During a vote on the state budget, Lt. Gov. John Fetterman (D-Braddock) ceded the floor to state Sen. Katie Muth (D-Montgomery) who then read the letter from a constituent who had benefited from the state’s General Assistance program, which provides money so Pennsylvanians with the lowest incomes can purchase necessities.
But, Senate Majority Leader Jake Corman (R-Centre) objected to Fetterman and said he was breaking the rules of the Senate chamber by allowing Muth to speak. Corman then continued to shout at Fetterman, all while Muth was attempting to read the letter. The Senate Republicans released a letter yesterday condemning Fetterman’s "self-righteous defiance of the rules."

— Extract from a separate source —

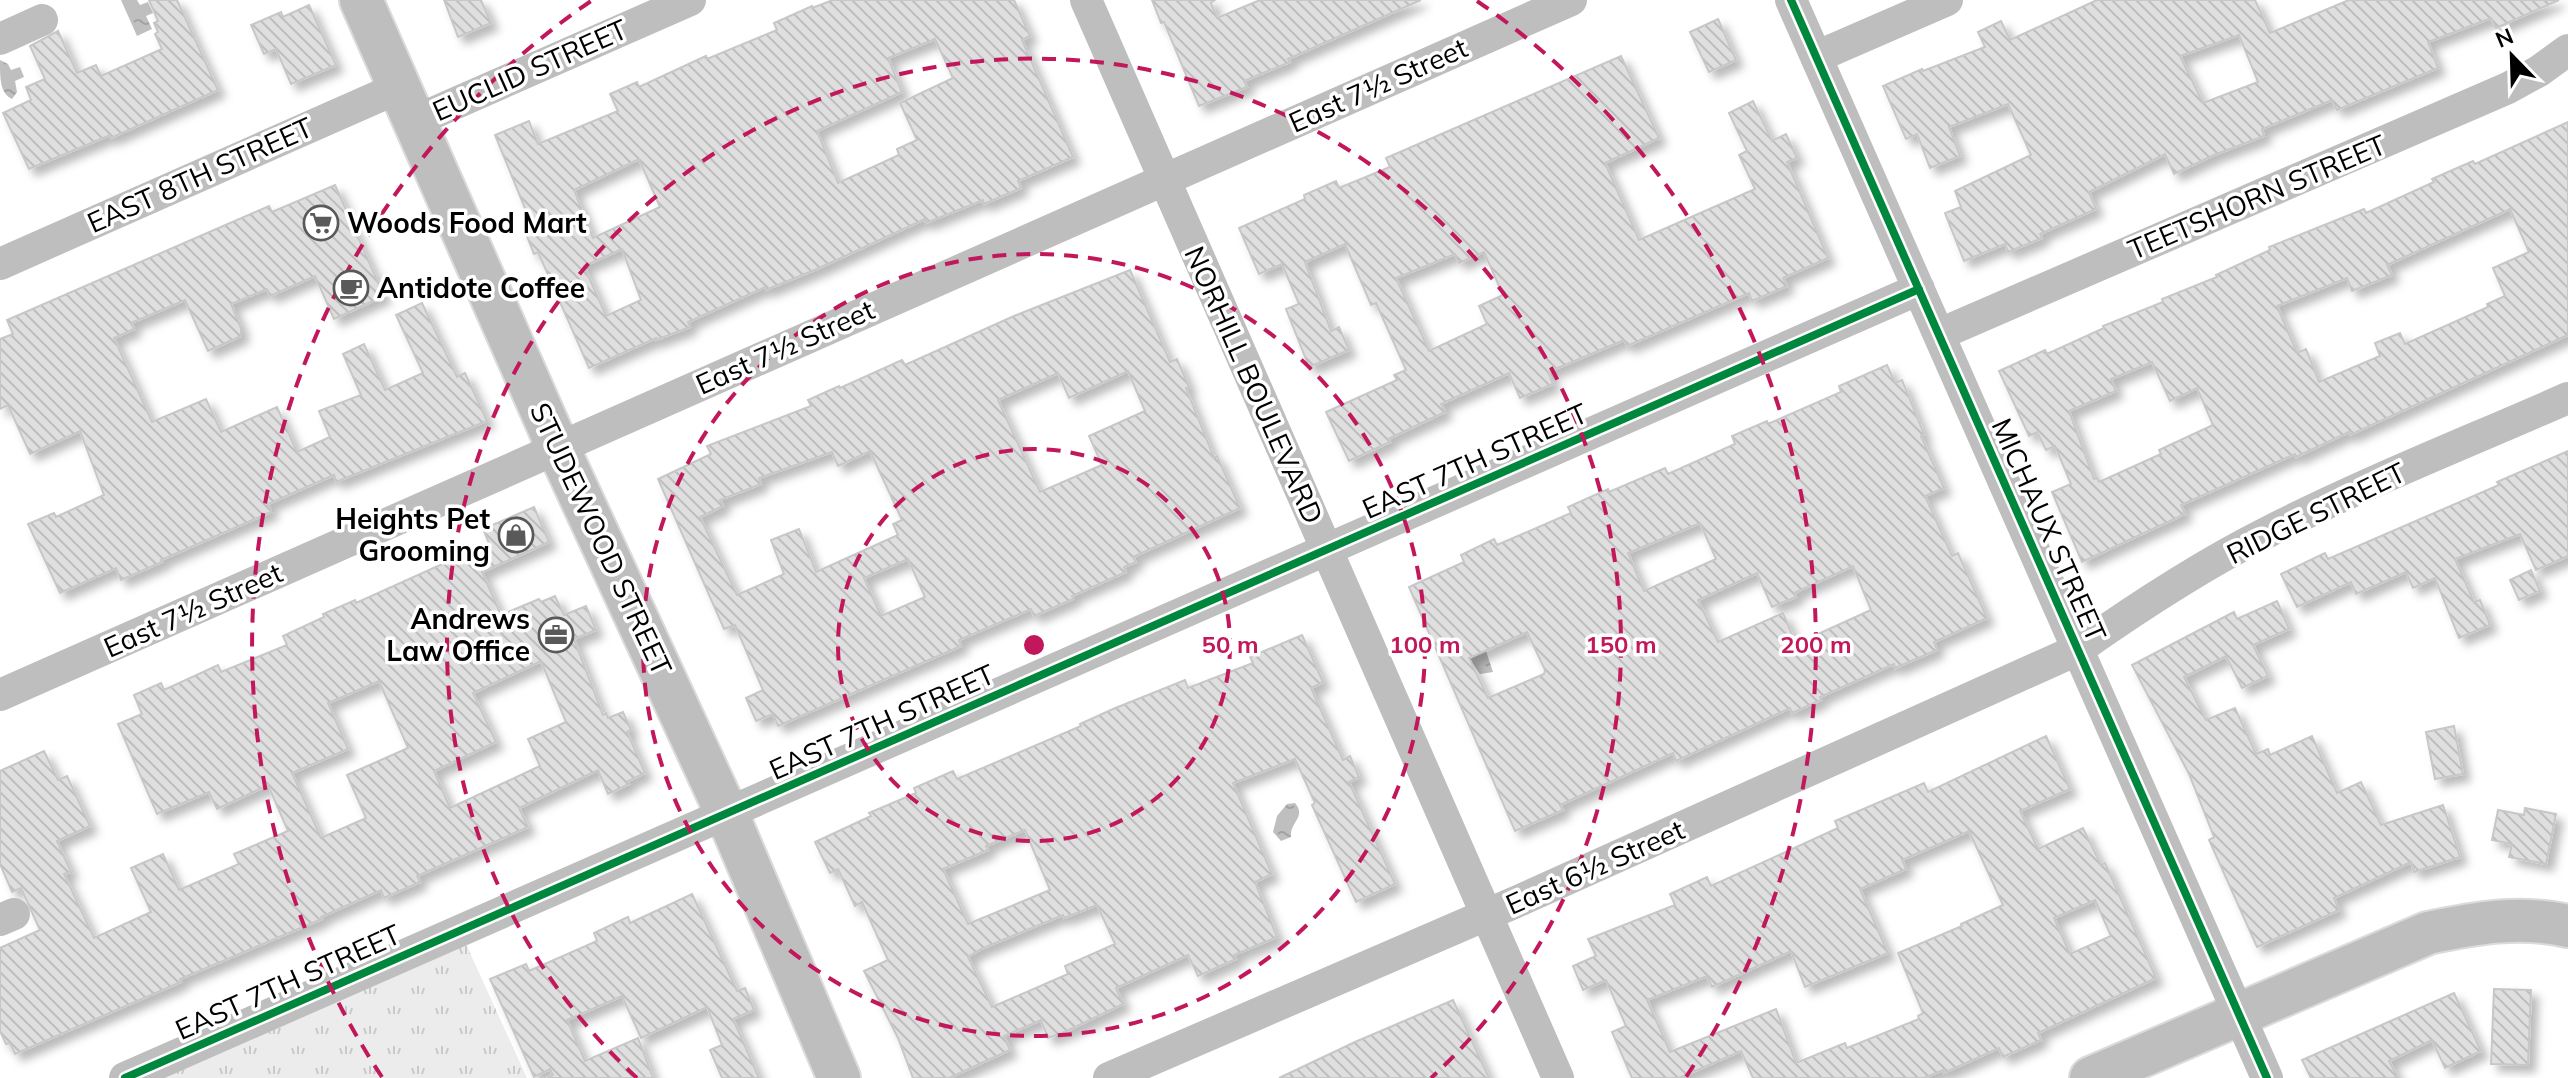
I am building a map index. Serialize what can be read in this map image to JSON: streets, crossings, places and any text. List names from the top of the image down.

A video of the encounter went viral, and Muth even appeared on MSNBC yesterday to explain the incident to a national audience.

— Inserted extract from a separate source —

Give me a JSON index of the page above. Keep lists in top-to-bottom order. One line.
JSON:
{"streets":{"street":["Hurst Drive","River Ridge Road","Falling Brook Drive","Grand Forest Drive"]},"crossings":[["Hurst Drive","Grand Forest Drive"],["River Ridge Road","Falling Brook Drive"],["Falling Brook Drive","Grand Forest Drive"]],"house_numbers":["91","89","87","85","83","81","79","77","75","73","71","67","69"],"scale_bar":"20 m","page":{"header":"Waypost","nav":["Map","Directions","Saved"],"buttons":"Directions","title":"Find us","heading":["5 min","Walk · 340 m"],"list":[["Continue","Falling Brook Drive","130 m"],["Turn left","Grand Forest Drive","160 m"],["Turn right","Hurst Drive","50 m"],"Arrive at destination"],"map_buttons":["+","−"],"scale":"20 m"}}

State Sens. Pam Iovino (D-Mount Lebanon) and Lindsey Williams (D-West View) are sponsoring a memo with the intention to introduce legislation that is similar to the now eliminated General Assistance program.
The memo, which is also sponsored by Muth and state Sen. Maria Collett (D-Montgomery), called the proposal the Emergency Relief Program and describes it as a “temporary emergency assistance for the most vulnerable populations with immediate and urgent need.”
The Emergency Relief Program would provide an average of $200 a month for eligible individuals and would act like a loan for those who are on the path to receiving federal assistance, like social security, but have not received federal payments yet.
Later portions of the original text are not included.